▸ **TO DO**
Search the data for the word "button" and copy every line that contains it.

Collected data entries:
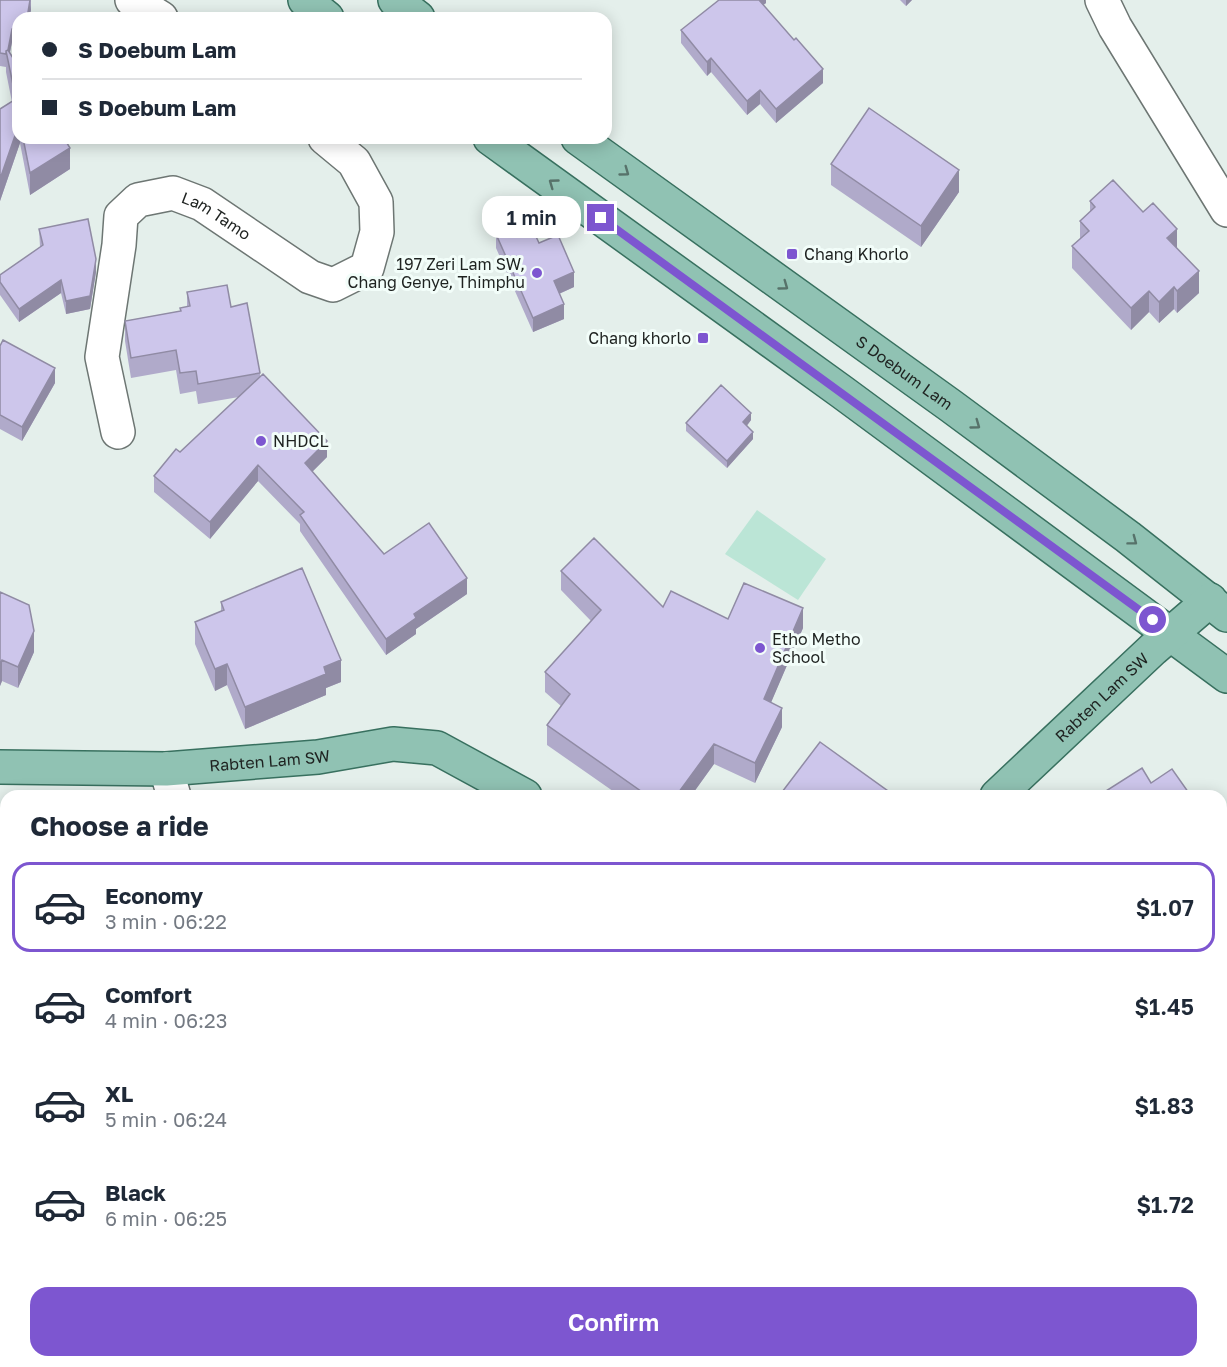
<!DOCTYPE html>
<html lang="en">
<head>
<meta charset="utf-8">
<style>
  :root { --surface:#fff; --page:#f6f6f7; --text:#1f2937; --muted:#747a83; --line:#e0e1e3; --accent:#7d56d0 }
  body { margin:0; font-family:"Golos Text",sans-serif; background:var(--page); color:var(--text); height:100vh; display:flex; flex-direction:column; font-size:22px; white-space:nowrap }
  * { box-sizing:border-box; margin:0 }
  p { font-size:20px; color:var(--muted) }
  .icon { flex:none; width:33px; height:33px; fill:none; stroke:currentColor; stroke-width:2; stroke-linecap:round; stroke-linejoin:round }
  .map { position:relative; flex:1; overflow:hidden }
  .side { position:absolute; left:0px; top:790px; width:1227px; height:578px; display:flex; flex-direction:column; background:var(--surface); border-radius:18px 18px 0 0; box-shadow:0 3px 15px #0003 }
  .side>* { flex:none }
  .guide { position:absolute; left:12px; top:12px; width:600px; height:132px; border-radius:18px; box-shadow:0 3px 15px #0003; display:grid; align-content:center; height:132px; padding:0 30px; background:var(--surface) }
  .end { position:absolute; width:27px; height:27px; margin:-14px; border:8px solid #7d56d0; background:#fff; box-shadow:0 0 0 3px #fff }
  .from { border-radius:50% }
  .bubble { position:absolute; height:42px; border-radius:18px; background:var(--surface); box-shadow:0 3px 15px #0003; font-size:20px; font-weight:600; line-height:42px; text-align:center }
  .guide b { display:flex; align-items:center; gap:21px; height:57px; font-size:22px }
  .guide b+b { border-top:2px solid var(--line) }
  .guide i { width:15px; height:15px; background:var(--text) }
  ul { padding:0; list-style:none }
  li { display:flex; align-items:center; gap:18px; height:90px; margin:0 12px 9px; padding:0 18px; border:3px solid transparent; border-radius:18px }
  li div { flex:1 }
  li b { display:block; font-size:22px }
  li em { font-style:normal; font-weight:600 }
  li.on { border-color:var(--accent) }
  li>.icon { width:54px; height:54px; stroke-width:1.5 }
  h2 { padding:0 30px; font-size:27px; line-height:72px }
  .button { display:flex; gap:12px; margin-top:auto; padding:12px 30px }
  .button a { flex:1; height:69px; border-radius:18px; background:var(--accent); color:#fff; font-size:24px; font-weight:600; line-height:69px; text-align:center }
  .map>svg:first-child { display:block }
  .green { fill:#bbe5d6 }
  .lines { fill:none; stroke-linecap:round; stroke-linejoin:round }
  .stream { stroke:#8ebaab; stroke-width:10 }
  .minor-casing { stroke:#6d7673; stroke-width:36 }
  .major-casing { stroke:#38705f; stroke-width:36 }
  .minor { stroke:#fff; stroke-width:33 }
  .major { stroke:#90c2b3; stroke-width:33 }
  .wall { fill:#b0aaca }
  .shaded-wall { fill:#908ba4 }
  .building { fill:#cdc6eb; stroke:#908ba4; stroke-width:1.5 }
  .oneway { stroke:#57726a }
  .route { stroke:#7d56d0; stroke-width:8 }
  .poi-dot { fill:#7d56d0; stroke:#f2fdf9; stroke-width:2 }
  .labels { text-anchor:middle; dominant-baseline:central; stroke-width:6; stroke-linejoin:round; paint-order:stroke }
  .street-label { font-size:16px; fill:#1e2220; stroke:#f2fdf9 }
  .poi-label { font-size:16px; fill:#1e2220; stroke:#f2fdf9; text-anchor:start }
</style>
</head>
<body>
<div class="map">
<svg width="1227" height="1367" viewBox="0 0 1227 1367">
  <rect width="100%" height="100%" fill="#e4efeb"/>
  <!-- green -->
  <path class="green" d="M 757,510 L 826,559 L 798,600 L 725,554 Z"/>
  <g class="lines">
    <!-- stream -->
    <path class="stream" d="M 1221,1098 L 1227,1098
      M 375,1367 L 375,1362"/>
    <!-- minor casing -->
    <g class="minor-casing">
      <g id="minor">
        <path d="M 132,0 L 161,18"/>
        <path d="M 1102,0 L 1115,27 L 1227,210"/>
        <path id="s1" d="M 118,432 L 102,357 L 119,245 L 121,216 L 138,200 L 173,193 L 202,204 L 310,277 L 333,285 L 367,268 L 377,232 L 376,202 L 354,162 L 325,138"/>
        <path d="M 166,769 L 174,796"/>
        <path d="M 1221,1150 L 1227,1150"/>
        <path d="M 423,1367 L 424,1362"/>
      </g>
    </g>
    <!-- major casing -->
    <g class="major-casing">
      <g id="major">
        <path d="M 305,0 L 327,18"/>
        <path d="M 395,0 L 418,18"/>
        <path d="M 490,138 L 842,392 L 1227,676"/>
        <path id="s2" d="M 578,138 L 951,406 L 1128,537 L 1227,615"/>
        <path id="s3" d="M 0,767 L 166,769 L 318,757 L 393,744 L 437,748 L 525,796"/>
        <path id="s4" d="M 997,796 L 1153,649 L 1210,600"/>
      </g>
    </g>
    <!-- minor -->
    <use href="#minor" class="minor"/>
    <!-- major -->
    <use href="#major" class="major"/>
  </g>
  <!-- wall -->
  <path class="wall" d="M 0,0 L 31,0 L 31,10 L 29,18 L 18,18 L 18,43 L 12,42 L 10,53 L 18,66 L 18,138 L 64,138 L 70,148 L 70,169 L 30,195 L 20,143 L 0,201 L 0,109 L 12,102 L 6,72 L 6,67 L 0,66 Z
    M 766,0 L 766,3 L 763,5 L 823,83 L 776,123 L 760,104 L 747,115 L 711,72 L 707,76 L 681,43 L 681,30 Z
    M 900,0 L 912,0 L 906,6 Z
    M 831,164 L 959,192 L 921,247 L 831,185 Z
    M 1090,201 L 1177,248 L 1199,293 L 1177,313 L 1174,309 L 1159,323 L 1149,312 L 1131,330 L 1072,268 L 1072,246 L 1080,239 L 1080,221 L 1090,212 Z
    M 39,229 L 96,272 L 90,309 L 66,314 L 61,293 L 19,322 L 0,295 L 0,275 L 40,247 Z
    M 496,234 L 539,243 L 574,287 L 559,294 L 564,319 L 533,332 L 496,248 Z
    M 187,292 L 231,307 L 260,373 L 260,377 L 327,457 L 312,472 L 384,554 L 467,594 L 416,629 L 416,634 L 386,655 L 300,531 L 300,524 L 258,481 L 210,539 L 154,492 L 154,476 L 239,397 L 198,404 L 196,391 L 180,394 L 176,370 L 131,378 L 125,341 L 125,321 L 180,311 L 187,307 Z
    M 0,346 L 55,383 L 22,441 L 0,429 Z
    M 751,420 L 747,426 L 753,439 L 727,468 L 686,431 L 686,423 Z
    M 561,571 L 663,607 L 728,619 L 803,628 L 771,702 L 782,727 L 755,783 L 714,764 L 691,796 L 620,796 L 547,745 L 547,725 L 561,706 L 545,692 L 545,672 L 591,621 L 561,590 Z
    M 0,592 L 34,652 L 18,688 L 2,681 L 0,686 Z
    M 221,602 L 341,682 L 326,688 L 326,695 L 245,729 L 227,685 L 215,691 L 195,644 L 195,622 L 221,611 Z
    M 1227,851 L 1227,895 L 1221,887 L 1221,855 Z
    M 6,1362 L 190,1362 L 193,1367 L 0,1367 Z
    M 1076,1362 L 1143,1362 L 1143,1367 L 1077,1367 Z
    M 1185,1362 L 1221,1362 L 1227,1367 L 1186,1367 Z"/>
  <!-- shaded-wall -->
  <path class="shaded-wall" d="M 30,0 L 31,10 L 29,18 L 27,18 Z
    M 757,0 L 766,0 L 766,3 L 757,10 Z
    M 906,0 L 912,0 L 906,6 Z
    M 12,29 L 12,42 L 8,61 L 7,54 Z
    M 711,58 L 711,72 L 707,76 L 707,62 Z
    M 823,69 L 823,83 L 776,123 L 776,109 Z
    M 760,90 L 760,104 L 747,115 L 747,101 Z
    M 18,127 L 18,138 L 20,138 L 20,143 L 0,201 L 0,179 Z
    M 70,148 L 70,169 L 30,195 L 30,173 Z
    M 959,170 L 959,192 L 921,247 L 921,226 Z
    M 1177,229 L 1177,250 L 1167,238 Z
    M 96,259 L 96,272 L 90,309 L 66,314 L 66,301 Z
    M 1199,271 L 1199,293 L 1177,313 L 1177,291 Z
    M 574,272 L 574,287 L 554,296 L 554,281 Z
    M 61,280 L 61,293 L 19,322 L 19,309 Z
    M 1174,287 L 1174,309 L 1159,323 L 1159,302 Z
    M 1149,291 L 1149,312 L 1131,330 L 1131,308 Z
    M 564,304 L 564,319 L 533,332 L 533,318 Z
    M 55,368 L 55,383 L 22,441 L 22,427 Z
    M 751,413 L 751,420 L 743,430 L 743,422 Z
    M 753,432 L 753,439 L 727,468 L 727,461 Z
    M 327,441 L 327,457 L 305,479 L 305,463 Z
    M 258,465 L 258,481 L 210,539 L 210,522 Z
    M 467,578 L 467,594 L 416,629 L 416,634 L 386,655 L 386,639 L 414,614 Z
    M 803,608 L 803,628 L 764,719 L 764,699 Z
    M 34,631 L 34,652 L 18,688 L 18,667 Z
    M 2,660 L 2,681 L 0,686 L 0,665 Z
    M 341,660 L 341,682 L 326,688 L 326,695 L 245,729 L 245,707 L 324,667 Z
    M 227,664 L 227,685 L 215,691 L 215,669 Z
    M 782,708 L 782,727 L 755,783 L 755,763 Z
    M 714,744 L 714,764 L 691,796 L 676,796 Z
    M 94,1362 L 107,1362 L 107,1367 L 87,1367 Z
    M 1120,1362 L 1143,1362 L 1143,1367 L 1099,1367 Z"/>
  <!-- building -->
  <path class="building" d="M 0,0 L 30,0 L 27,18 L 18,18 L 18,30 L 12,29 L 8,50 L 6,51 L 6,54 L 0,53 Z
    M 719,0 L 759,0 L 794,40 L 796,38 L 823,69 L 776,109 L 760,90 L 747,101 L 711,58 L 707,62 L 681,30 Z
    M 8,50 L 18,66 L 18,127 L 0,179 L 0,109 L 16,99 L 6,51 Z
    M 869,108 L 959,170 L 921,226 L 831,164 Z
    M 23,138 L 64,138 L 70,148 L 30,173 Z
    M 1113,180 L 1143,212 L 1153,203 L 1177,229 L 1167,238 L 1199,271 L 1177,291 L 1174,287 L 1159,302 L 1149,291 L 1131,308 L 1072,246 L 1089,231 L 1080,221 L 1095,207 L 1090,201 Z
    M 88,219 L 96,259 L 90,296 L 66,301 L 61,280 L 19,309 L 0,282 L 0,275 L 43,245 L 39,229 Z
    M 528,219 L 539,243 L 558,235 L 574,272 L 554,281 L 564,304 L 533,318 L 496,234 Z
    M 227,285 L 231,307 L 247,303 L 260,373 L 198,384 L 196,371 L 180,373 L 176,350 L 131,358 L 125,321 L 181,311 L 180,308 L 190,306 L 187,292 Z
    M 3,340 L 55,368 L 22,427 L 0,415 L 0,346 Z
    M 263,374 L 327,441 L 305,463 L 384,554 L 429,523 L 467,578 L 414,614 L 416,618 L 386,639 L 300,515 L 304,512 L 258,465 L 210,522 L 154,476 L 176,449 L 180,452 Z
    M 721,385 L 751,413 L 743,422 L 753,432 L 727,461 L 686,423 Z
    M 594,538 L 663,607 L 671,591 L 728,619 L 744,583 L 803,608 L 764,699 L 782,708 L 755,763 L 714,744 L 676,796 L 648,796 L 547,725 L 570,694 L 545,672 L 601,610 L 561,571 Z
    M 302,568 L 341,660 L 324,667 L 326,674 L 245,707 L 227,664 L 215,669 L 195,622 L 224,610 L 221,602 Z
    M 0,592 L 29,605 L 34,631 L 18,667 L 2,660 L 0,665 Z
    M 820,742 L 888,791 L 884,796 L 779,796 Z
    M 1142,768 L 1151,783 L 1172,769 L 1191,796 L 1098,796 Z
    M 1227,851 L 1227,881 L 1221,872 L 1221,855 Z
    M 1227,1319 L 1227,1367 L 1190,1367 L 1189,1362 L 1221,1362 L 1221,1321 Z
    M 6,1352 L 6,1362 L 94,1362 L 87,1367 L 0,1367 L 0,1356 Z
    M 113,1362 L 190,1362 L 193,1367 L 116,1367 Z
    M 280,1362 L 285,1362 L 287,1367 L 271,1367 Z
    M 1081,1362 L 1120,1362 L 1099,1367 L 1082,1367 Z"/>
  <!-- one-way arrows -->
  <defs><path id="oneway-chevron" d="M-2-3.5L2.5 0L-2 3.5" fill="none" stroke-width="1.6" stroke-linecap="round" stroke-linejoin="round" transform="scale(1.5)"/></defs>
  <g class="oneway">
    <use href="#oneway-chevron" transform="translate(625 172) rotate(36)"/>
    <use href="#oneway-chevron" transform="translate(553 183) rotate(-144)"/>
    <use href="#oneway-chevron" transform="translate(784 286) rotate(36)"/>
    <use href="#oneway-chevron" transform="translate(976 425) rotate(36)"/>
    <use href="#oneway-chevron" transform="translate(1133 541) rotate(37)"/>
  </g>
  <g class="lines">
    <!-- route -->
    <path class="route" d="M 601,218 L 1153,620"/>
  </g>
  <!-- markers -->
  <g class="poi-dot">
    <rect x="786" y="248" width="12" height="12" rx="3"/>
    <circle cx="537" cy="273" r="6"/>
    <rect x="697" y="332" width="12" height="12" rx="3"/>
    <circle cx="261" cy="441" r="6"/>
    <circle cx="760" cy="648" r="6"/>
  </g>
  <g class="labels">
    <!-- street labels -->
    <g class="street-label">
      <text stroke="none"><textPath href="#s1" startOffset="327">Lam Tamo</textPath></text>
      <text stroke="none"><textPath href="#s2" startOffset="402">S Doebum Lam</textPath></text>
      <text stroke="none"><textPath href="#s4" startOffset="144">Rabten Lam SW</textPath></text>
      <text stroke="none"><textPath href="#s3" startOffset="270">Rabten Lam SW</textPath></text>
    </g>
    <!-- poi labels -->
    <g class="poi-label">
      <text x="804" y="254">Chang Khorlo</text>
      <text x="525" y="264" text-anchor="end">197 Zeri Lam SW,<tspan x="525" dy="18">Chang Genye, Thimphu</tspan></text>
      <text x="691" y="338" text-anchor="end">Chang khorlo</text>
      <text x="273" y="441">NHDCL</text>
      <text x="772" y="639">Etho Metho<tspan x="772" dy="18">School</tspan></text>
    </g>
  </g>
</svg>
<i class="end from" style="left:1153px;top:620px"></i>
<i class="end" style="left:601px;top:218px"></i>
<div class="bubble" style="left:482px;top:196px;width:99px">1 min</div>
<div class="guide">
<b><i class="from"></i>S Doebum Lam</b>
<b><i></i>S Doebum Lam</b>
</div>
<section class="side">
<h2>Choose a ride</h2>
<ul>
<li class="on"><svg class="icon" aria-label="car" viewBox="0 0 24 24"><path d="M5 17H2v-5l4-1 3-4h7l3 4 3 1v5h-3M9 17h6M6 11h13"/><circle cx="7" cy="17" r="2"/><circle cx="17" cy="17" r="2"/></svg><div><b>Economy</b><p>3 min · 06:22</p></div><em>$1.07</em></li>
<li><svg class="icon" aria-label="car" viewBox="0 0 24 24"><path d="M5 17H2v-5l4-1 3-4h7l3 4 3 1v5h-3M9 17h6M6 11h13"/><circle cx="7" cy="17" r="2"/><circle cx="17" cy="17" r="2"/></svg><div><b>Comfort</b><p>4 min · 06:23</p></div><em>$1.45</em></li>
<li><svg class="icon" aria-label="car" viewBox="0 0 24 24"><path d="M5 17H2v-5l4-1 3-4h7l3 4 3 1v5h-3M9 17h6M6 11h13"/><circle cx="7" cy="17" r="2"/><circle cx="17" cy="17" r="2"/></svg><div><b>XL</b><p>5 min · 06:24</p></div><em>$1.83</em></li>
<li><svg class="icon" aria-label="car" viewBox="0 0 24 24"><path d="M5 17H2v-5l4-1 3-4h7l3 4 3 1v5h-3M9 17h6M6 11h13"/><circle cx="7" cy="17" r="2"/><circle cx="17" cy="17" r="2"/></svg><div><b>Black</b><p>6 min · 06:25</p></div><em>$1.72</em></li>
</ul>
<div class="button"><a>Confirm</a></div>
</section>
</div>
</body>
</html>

▸ **OUTPUT BELOW**
  .button { display:flex; gap:12px; margin-top:auto; padding:12px 30px }
  .button a { flex:1; height:69px; border-radius:18px; background:var(--accent); color:#fff; font-size:24px; font-weight:600; line-height:69px; text-align:center }
<div class="button"><a>Confirm</a></div>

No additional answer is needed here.